C++ is a huge language, so the code generator is a work in progress. Although improvements are made constantly, it currently can't handle the following important categories:
- template parameters with default values
- variadic templates
- STL containers other than `vector` and `string`
- array parameters
- function pointers
- parameter values that must equal some method's return value

These limitations will typically manifest themselves as ill-formed C++ on the output.

## How to Build

1. **Get Clang:** the RamFuzz code generator is a Clang tool, so first get and build Clang using [these instructions](http://clang.llvm.org/get_started.html). RamFuzz is intended to work with Clang trunk and is periodically updated to be compatible with it. This has been ongoing since release 3.8.1, the first release RamFuzz worked with.

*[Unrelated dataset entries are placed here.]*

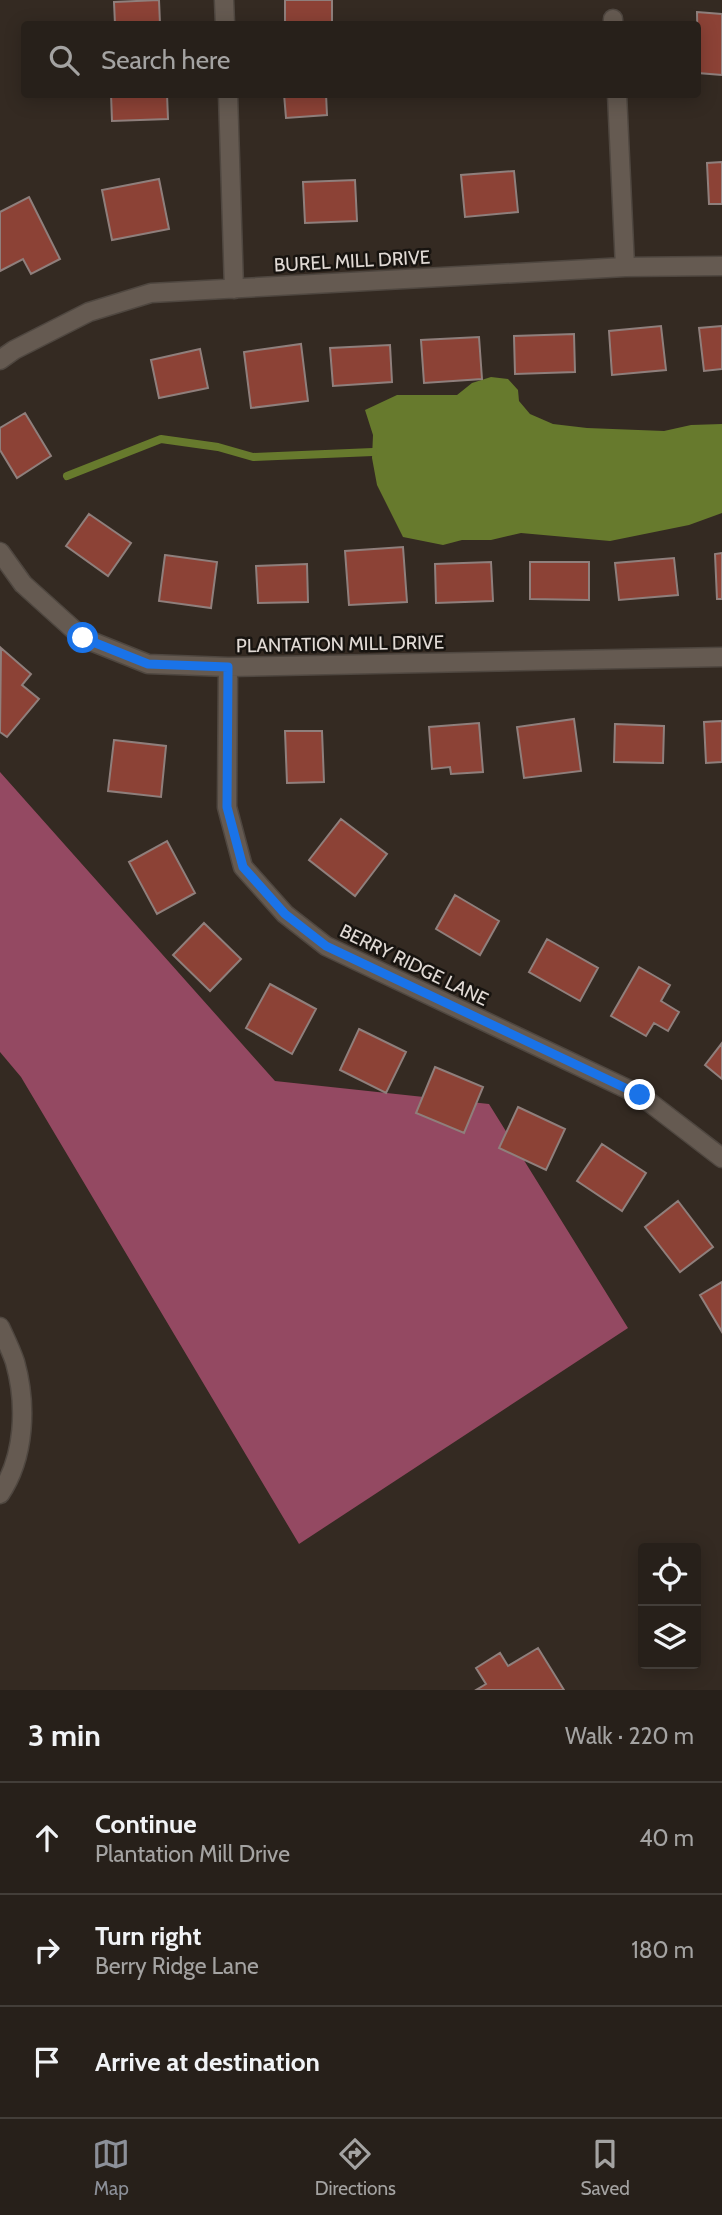 <!DOCTYPE html>
<meta charset="utf-8">
<style>
:root{--surface:#27201a;--page:#332d27;--text:#f1f3f6;--muted:#a4a3a2;--line:#433e39;--accent:#8c9099}
body{margin:0;font-family:Cabin,sans-serif;background:var(--page);color:var(--text)}
.controls{position:absolute;right:21px;bottom:21px;display:grid;overflow:hidden;border-radius:7px;box-shadow:0 4px 18px #0003}
.controls button{width:63px;height:63px;display:grid;place-items:center;padding:0;border:0;border-bottom:2px solid var(--line);background:var(--surface);color:var(--text);font:35px sans-serif}
.stop{position:absolute;width:21px;height:21px;margin:-16px;border:5px solid #1a73e8;border-radius:50%;background:#fff}
.stop.end{background:#1a73e8;border-color:#fff;box-shadow:0 2px 7px #0008}
.list{margin:0;padding:0;list-style:none}
h2{display:flex;justify-content:space-between;align-items:center;height:91px;margin:0;padding:0 28px;font-size:30px}
h2 small{font-size:23px;font-weight:400;color:var(--muted)}
.list li{display:grid;grid-template-columns:46px 1fr auto;gap:21px;align-items:center;box-sizing:border-box;height:112px;padding:0 28px;border-top:2px solid var(--line)}
.list b{display:block;font-size:26px;white-space:nowrap}
.list p{margin:0;font-size:23px;white-space:nowrap;color:var(--muted)}
.list em{font-size:23px;font-style:normal;color:var(--muted)}
.icon{flex:none;width:38px;height:38px;fill:none;stroke:currentColor;stroke-width:2;stroke-linecap:round;stroke-linejoin:round}
.map{position:relative;flex:none;width:722px;height:1690px;overflow:hidden}
.search{position:absolute;background:var(--surface);box-shadow:0 4px 18px #0003;left:21px;right:21px;top:21px;height:77px;display:flex;align-items:center;gap:18px;box-sizing:border-box;padding:0 24px;border-radius:7px;color:var(--muted);font-size:26px}
.sheet{height:427px;background:var(--surface)}
nav{display:flex;justify-content:space-around;align-items:center;box-sizing:border-box;height:98px;border-top:2px solid var(--line);background:var(--surface);font-size:19px;color:var(--muted)}
nav a{display:grid;justify-items:center;gap:4px}
nav .on{color:var(--accent)}
.map>svg:first-child{display:block}
.forest{fill:#944962}
.water{fill:#677a2d}
.lines{fill:none;stroke-linecap:round;stroke-linejoin:round}
.stream{stroke:#677a2d;stroke-width:8}
.building{fill:#8c4236;stroke:#8f7f7c;stroke-width:2}
.street-casing{stroke:#4f4740;stroke-width:21}
.street{stroke:#655a51;stroke-width:18}
.route{stroke:#1a73e8;stroke-width:9}
.labels{text-anchor:middle;dominant-baseline:central;stroke-width:5;stroke-linejoin:round;paint-order:stroke}
.street-label{font-size:19px;fill:#e1dad5;stroke:#181410}
</style>
<div class="map">
<svg width="722" height="1690" viewBox="0 0 722 1690">
<rect width="100%" height="100%" fill="#342a22"/>
<path class="forest" d="M 0,772 L 275,1081 L 489,1104 L 628,1328 L 299,1544 L 21,1077 L 0,1052 Z"/>
<path class="water" d="M 491,377 L 508,379 L 518,390 L 519,401 L 530,414 L 553,424 L 587,428 L 664,431 L 691,425 L 722,424 L 722,513 L 689,525 L 610,541 L 521,533 L 491,540 L 462,540 L 443,545 L 403,537 L 377,485 L 372,458 L 373,435 L 365,410 L 397,395 L 457,395 L 472,383 Z"/>
<g class="lines">
<path class="stream" d="M 67,476 L 161,439 L 218,447 L 253,457 L 373,452"/>
</g>
<path class="building" d="M 159,0 L 160,24 L 115,24 L 114,2 Z
M 285,0 L 332,0 L 332,24 L 285,24 Z
M 697,12 L 722,14 L 722,75 L 698,73 Z
M 111,94 L 167,94 L 168,119 L 112,121 Z
M 284,94 L 326,94 L 327,115 L 286,118 Z
M 722,162 L 722,204 L 709,204 L 707,163 Z
M 514,171 L 518,212 L 465,217 L 461,175 Z
M 159,179 L 169,229 L 112,240 L 102,190 Z
M 355,180 L 357,221 L 305,223 L 303,182 Z
M 29,197 L 60,259 L 31,274 L 23,259 L 0,271 L 0,212 Z
M 661,326 L 666,370 L 612,375 L 609,331 Z
M 722,326 L 722,369 L 704,371 L 699,328 Z
M 574,334 L 575,372 L 515,374 L 514,336 Z
M 479,337 L 482,379 L 424,383 L 421,340 Z
M 301,344 L 308,401 L 251,408 L 244,352 Z
M 390,345 L 392,382 L 333,386 L 330,348 Z
M 200,349 L 208,388 L 159,398 L 151,360 Z
M 25,413 L 51,456 L 17,478 L 0,450 L 0,428 Z
M 89,514 L 131,543 L 108,576 L 66,546 Z
M 403,547 L 407,602 L 349,605 L 345,551 Z
M 722,553 L 722,599 L 717,599 L 715,554 Z
M 165,555 L 217,562 L 211,608 L 159,601 Z
M 674,558 L 678,595 L 619,600 L 615,563 Z
M 491,562 L 493,601 L 436,603 L 435,564 Z
M 530,562 L 589,562 L 589,600 L 530,599 Z
M 307,564 L 308,602 L 258,603 L 256,566 Z
M 1,648 L 31,674 L 22,685 L 39,699 L 7,737 L 0,732 Z
M 574,719 L 581,771 L 524,778 L 517,727 Z
M 722,721 L 722,762 L 706,763 L 704,722 Z
M 479,723 L 483,772 L 451,774 L 450,767 L 432,769 L 429,727 Z
M 615,724 L 664,726 L 663,763 L 614,762 Z
M 285,731 L 322,731 L 324,782 L 287,783 Z
M 114,740 L 166,746 L 161,797 L 108,791 Z
M 341,819 L 387,854 L 355,896 L 309,860 Z
M 167,841 L 195,893 L 157,914 L 129,862 Z
M 455,895 L 499,921 L 480,955 L 436,929 Z
M 204,923 L 241,959 L 210,991 L 173,955 Z
M 547,939 L 598,968 L 580,1001 L 529,972 Z
M 639,967 L 670,985 L 661,1001 L 679,1012 L 668,1031 L 654,1023 L 646,1036 L 611,1016 Z
M 270,984 L 316,1009 L 292,1054 L 246,1028 Z
M 359,1029 L 406,1052 L 386,1093 L 340,1070 Z
M 722,1043 L 722,1079 L 705,1065 Z
M 435,1067 L 483,1087 L 464,1133 L 416,1113 Z
M 518,1107 L 565,1129 L 546,1170 L 499,1148 Z
M 602,1144 L 646,1173 L 622,1211 L 577,1181 Z
M 678,1201 L 713,1247 L 680,1272 L 645,1227 Z
M 722,1282 L 722,1332 L 700,1295 Z
M 538,1648 L 564,1690 L 476,1690 L 486,1684 L 476,1668 L 500,1653 L 508,1666 Z"/>
<g class="lines">
<defs>
<path id="street" d="M 224,0 L 225,24
M 613,19 L 613,24
M 228,94 L 234,289
M 617,94 L 625,267
M 0,360 L 14,350 L 89,312 L 151,293 L 625,267 L 722,266
M 0,552 L 23,584 L 83,638 L 148,664 L 228,667 L 722,657
M 228,667 L 227,807 L 243,867 L 285,914 L 326,946 L 640,1095 L 722,1158
M 0,1327 C 5,1338 11,1350 15,1362 C 27,1405 25,1457 0,1494"/>
</defs>
<use href="#street" class="street-casing"/>
<use href="#street" class="street"/>
</g>
<g class="lines">
<path class="route" d="M 83,638 L 148,664 L 228,667 L 227,807 L 243,867 L 285,914 L 326,946 L 640,1095"/>
</g>
<g class="labels">
<g class="street-label">
<text transform="translate(352 261) rotate(-3)">BUREL MILL DRIVE</text>
<text transform="translate(340 644) rotate(-1)">PLANTATION MILL DRIVE</text>
<text transform="translate(414 965) rotate(26)">BERRY RIDGE LANE</text>
</g>
</g>
</svg>
<div class="controls">
<button><svg class="icon" aria-label="locate" viewBox="0 0 24 24"><circle cx="12" cy="12" r="6"/><path d="M12 2v4M12 18v4M2 12h4M18 12h4"/></svg></button>
<button><svg class="icon" aria-label="layers" viewBox="0 0 24 24"><path d="M12 4l9 5-9 5-9-5zM3 14l9 5 9-5"/></svg></button>
</div>
<div class="stop" style="left:83px;top:638px"></div>
<div class="stop end" style="left:640px;top:1095px"></div>
<div class="search"><svg class="icon" aria-label="search" viewBox="0 0 24 24"><circle cx="10" cy="10" r="6"/><path d="M15 15l6 6"/></svg>Search here</div>
</div>
<section class="sheet">
<h2>3 min<small>Walk · 220 m</small></h2>
<ul class="list">
<li><svg class="icon" aria-label="ahead" viewBox="0 0 24 24"><path d="M12 20V5M6 11l6-6 6 6"/></svg><div><b>Continue</b><p>Plantation Mill Drive</p></div><em>40 m</em></li>
<li><svg class="icon" aria-label="right" viewBox="0 0 24 24"><path d="M7 20v-9h11M14 6l5 5-5 5"/></svg><div><b>Turn right</b><p>Berry Ridge Lane</p></div><em>180 m</em></li>
<li><svg class="icon" aria-label="arrive" viewBox="0 0 24 24"><path d="M6 21V4h12l-3 4 3 4H6"/></svg><div><b>Arrive at destination</b></div></li>
</ul>
</section>
<nav>
<a class="on"><svg class="icon" aria-label="map" viewBox="0 0 24 24"><path d="M3 6l6-2 6 2 6-2v14l-6 2-6-2-6 2zM9 4v14M15 6v14"/></svg>Map</a>
<a><svg class="icon" aria-label="directions" viewBox="0 0 24 24"><path d="M12 3l9 9-9 9-9-9zM9 14v-3h6M13 9l2 2-2 2"/></svg>Directions</a>
<a><svg class="icon" aria-label="saved" viewBox="0 0 24 24"><path d="M7 4h10v16l-5-4-5 4z"/></svg>Saved</a>
</nav>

2. **Drop RamFuzz into Clang:** RamFuzz source is intended to go under `clang/tools/extra` and build from there (as described in [this](http://clang.llvm.org/docs/LibASTMatchersTutorial.html#step-1-create-a-clangtool) Clang tutorial). Drop the top-level RamFuzz directory into `clang/tools/extra` and add it (using `add_subdirectory`) to `clang/tools/extra/CMakeLists.txt`.

3. **Rebuild Clang:** Now the standard LLVM build procedure should produce a `bin/ramfuzz` executable.

4. **Run Tests:** There are some end-to-end tests in the [`test`](test) directory -- see [`test.py`](test/test.py) there. There are also unit tests in the [`unittests`](unittests) directory. RamFuzz adds a new build target `check-ramfuzz`, which executes all unit- and end-to-end tests. The end-to-end tests depend on `bin/ramfuzz`, so `bin/ramfuzz` will be rebuilt before testing if it's out of date.

## How to Contribute

RamFuzz welcomes contributions by the community. Each contributor will retain copyright over their code but must sign the developer certificate in the [CONTRIBUTORS](CONTRIBUTORS) file by adding their name/contact to the list and using the `-s` flag in all commits.

RamFuzz code relies on extensive Doxygen-style comments to provide guidance to the reader. Each directory also contains a README file that briefly summarizes what's in it and where to start reading.

To avoid any hurdles to contribution, there is no formal coding style. Don't worry about formalities, just write good code. Look it over and ask yourself: is it simple to use, simple to read, and simple to modify? If so, it's a welcome contribution to this project.